Earlier generations of country houses had most often been fronted by a road connecting them with a neighbouring village and parish. Now, however, status was measured by the distance separating the rustics from the lord, so the grander the house, the more deeply enclosed it was within its encircling park. At Hough
ton, a stone column marks the place where the local village once stood. Its proximity to Walpole’s great house became an inconvenience, so he had it demolished and moved further away, beyond the gates. Once through those grandiose iron-grille barriers, bearing (as at Versailles or Blenheim) the coat of arms or monogram of the owner, the visitor would approach the house via a long avenue of elms or plane trees, which also served to demarcate a barrier between the managed property and the wild wood.
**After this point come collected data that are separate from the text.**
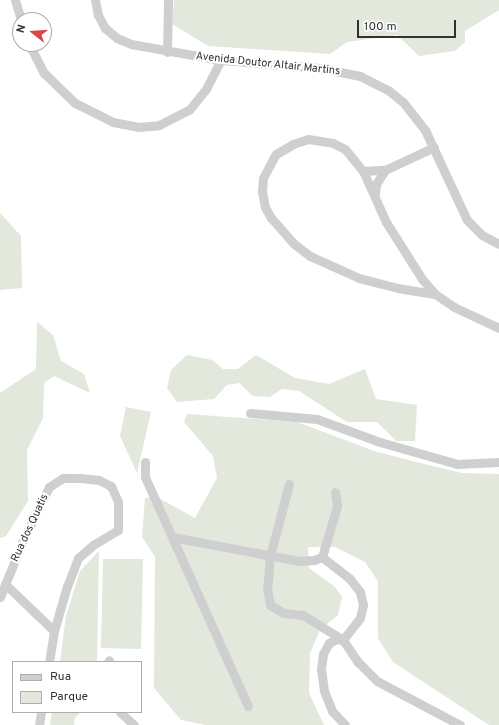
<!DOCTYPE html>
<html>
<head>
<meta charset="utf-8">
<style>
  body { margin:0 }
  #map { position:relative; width:499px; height:725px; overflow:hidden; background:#fff; font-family:Overpass,sans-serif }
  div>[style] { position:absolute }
  .green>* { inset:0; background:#e2e8dc }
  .minor>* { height:9px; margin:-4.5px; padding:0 4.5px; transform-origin:4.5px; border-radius:4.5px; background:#cfcfcf }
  span { translate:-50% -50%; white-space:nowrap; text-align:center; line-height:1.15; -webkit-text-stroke:4px #fff; paint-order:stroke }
  .street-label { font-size:11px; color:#323232 }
  .legend { position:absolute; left:12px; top:661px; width:130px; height:52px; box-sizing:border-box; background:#fff; border:1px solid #adadad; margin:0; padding:5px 7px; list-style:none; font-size:12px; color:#323232 }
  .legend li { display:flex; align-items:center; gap:8px; height:20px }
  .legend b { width:20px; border:1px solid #adadad }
  .north { position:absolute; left:12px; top:12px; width:40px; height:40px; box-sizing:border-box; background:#fff; border:1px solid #adadad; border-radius:50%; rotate:287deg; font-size:11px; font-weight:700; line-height:16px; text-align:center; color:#323232 }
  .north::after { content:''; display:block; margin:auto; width:14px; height:18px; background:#d64849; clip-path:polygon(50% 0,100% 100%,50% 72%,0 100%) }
  .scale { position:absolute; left:357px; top:20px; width:99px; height:18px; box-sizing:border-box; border:2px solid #323232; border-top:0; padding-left:5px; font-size:12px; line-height:14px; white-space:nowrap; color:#323232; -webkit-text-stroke:3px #fff; paint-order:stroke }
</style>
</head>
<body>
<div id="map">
  <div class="green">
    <i style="clip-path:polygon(174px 0,499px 0,499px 10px,465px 31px,465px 42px,455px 51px,419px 56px,397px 35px,347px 42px,330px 54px,208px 46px,172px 24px)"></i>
    <i style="clip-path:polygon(0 213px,21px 236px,22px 288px,0 290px)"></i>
    <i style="clip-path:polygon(37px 322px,53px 335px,61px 361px,84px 374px,90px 393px,54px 376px,44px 383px,43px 418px,27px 450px,28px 501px,6px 536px,0 538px,0 393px,36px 369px)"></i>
    <i style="clip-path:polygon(187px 355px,212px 360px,223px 369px,238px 369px,256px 355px,295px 378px,329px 384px,365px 369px,376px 399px,417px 405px,415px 441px,396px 441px,377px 422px,347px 422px,299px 391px,282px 389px,270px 397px,253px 396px,239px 383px,227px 385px,214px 399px,177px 402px,167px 388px,171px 370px)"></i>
    <i style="clip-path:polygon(126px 407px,151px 412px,137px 473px,120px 436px)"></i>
    <i style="clip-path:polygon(187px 414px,297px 422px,374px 451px,420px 463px,462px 473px,499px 474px,499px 725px,489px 725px,393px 662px,378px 638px,378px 581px,365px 562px,335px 547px,308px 547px,309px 568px,335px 587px,342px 597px,338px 615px,320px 630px,310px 653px,309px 693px,324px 725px,206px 725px,181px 720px,154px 688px,155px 557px,142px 537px,145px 498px,155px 496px,195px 518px,217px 478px,213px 456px,184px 422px)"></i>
    <i style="clip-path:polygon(99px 551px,97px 662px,60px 662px,66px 616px,80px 571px)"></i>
    <i style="clip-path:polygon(103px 559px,143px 559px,141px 649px,101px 648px)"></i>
    <i style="clip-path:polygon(52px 712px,81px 712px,75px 718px,74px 725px,50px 725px)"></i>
  </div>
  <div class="minor">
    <i style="left:15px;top:0;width:21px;rotate:73deg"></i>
    <i style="left:95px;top:0;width:15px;rotate:79deg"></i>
    <i style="left:98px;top:15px;width:15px;rotate:62deg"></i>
    <i style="left:105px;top:28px;width:16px;rotate:40deg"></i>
    <i style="left:117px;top:38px;width:15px;rotate:23deg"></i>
    <i style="left:131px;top:44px;width:91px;rotate:10.1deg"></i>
    <i style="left:221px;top:60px;width:99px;rotate:4.6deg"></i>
    <i style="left:320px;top:68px;width:41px;rotate:11.3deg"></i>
    <i style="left:360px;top:76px;width:31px;rotate:27deg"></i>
    <i style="left:388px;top:90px;width:19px;rotate:39deg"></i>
    <i style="left:403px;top:102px;width:36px;rotate:52deg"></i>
    <i style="left:425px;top:130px;width:99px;rotate:65deg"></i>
    <i style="left:467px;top:220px;width:21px;rotate:45deg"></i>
    <i style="left:482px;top:235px;width:19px;rotate:28deg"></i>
    <i style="left:29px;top:44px;width:33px;rotate:63deg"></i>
    <i style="left:44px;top:73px;width:43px;rotate:44.1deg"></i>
    <i style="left:75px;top:103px;width:42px;rotate:26.6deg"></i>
    <i style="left:113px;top:122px;width:25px;rotate:11deg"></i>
    <i style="left:138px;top:127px;width:21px;rotate:-5deg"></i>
    <i style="left:159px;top:125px;width:34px;rotate:-27deg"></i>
    <i style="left:189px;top:110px;width:27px;rotate:-51deg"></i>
    <i style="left:206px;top:89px;width:33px;rotate:-63deg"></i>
    <i style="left:167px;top:52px;width:52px;rotate:-88.9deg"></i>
    <i style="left:363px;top:171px;width:22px;rotate:-3deg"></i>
    <i style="left:375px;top:194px;width:10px;rotate:-84deg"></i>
    <i style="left:376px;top:184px;width:17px;rotate:-57deg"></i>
    <i style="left:385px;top:170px;width:54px;rotate:-25.1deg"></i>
    <i style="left:435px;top:294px;width:37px;rotate:-171deg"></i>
    <i style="left:398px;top:288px;width:40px;rotate:-165.6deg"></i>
    <i style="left:359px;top:278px;width:54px;rotate:-155.8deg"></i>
    <i style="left:310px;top:256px;width:20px;rotate:-143deg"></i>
    <i style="left:294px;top:244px;width:35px;rotate:-131deg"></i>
    <i style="left:271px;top:218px;width:13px;rotate:-119deg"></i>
    <i style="left:265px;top:207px;width:15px;rotate:-101deg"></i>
    <i style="left:262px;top:192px;width:14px;rotate:-86deg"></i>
    <i style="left:263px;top:178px;width:27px;rotate:-62deg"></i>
    <i style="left:276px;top:154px;width:20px;rotate:-30deg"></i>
    <i style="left:293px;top:144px;width:16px;rotate:-18deg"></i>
    <i style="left:308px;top:139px;width:25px;rotate:9deg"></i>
    <i style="left:333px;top:143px;width:13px;rotate:27deg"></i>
    <i style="left:345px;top:149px;width:28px;rotate:51deg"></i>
    <i style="left:363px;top:171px;width:56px;rotate:65.7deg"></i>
    <i style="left:386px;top:222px;width:67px;rotate:57.7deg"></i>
    <i style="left:422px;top:279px;width:20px;rotate:49deg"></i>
    <i style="left:435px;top:294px;width:23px;rotate:34deg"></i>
    <i style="left:454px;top:307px;width:50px;rotate:25deg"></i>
    <i style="left:250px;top:413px;width:67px;rotate:5.1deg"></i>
    <i style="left:317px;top:419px;width:67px;rotate:20.1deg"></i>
    <i style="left:380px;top:442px;width:80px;rotate:15.9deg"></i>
    <i style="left:457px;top:464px;width:42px;rotate:-2.7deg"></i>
    <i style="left:145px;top:462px;width:15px;rotate:90deg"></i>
    <i style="left:145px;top:477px;width:251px;rotate:65.8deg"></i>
    <i style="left:289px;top:484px;width:74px;rotate:104.8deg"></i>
    <i style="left:270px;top:556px;width:32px;rotate:95deg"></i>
    <i style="left:267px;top:588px;width:17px;rotate:80deg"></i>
    <i style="left:270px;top:605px;width:16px;rotate:30deg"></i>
    <i style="left:284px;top:613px;width:19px;rotate:6deg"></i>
    <i style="left:303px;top:615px;width:47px;rotate:32deg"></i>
    <i style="left:343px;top:640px;width:27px;rotate:56deg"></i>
    <i style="left:358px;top:662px;width:27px;rotate:45deg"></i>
    <i style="left:377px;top:681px;width:94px;rotate:27.9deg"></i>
    <i style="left:172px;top:537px;width:129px;rotate:10.7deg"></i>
    <i style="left:299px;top:561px;width:15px;rotate:-4deg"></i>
    <i style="left:314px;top:560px;width:9px;rotate:-21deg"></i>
    <i style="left:322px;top:557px;width:53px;rotate:-73.6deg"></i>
    <i style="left:337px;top:506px;width:14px;rotate:-98deg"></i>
    <i style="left:322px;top:557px;width:36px;rotate:38deg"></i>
    <i style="left:350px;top:579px;width:16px;rotate:52deg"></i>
    <i style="left:360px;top:592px;width:13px;rotate:77deg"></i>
    <i style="left:363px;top:605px;width:13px;rotate:103deg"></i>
    <i style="left:360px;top:618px;width:28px;rotate:128deg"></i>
    <i style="left:5px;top:584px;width:68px;rotate:43.8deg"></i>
    <i style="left:0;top:597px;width:64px;rotate:-67.9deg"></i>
    <i style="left:24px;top:538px;width:57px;rotate:-63.9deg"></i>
    <i style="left:49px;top:487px;width:17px;rotate:-33deg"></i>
    <i style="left:63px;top:478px;width:17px"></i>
    <i style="left:80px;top:478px;width:19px;rotate:6deg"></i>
    <i style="left:99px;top:480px;width:13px;rotate:27deg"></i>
    <i style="left:111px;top:486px;width:17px;rotate:66deg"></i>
    <i style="left:118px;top:502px;width:28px;rotate:90deg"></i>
    <i style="left:118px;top:530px;width:29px;rotate:149deg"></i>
    <i style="left:93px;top:545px;width:20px;rotate:139deg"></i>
    <i style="left:78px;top:558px;width:30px;rotate:111deg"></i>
    <i style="left:67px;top:586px;width:47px;rotate:106.1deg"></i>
    <i style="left:54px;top:631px;width:31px;rotate:99deg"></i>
    <i style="left:343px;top:640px;width:7px;rotate:-172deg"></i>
    <i style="left:336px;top:639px;width:8px;rotate:150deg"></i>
    <i style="left:329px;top:643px;width:13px;rotate:119deg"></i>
    <i style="left:323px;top:654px;width:15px;rotate:98deg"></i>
    <i style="left:321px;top:669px;width:22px;rotate:82deg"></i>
    <i style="left:324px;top:691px;width:22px;rotate:68deg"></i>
    <i style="left:332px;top:711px;width:19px;rotate:47deg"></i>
    <i style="left:108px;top:662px;width:2px;rotate:-63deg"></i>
    <i style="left:120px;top:712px;width:19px;rotate:43deg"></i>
    <i style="left:39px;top:725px;width:13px;rotate:-81deg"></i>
  </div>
  <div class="street-label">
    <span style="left:268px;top:64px;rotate:6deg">Avenida Doutor Altair Martins</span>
    <span style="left:30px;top:528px;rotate:-65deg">Rua dos Quatis</span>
  </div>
  <ul class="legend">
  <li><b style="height:5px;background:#cfcfcf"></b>Rua</li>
  <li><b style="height:11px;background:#e2e8dc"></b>Parque</li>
  </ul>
  <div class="north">N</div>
  <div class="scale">100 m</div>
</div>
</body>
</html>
The breadth of the avenue would be optically calculated to frame vistas of the great house, standing on its raised platform of grass like a throne upon a dais. Instead of rustics straying about the environs of the house, there would be choice domestic animals: a carefully selected herd of ornamental sheep or cattle. But this too was an illusion. It was, in fact, especially inappropriate to invoke the Palladian aesthetic since a prime principle of Andrea Palladio’s revival of the Roman villa in the Veneto was to re-create the closeness between landowner and his working farm. At the Villa Barbaro in Maser, Italy, for example, farm buildings, with room for animals, are linked to the main house by an arcaded loggia. At Houghton and houses like it, any whiff of the barnyard was banished well beyond the precincts, and the old clutter of stables, kitchen gardens or duckpond removed from the close vicinity of the house. Although, from the windows of the house, terrace, gardens and manicured pasture on which the glossy beasts grazed would appear to be a single unbroken space, it was in fact cut in two by the intervention of the ha-ha, a deep but narrow trench effectively preventing the animals from wandering towards the house.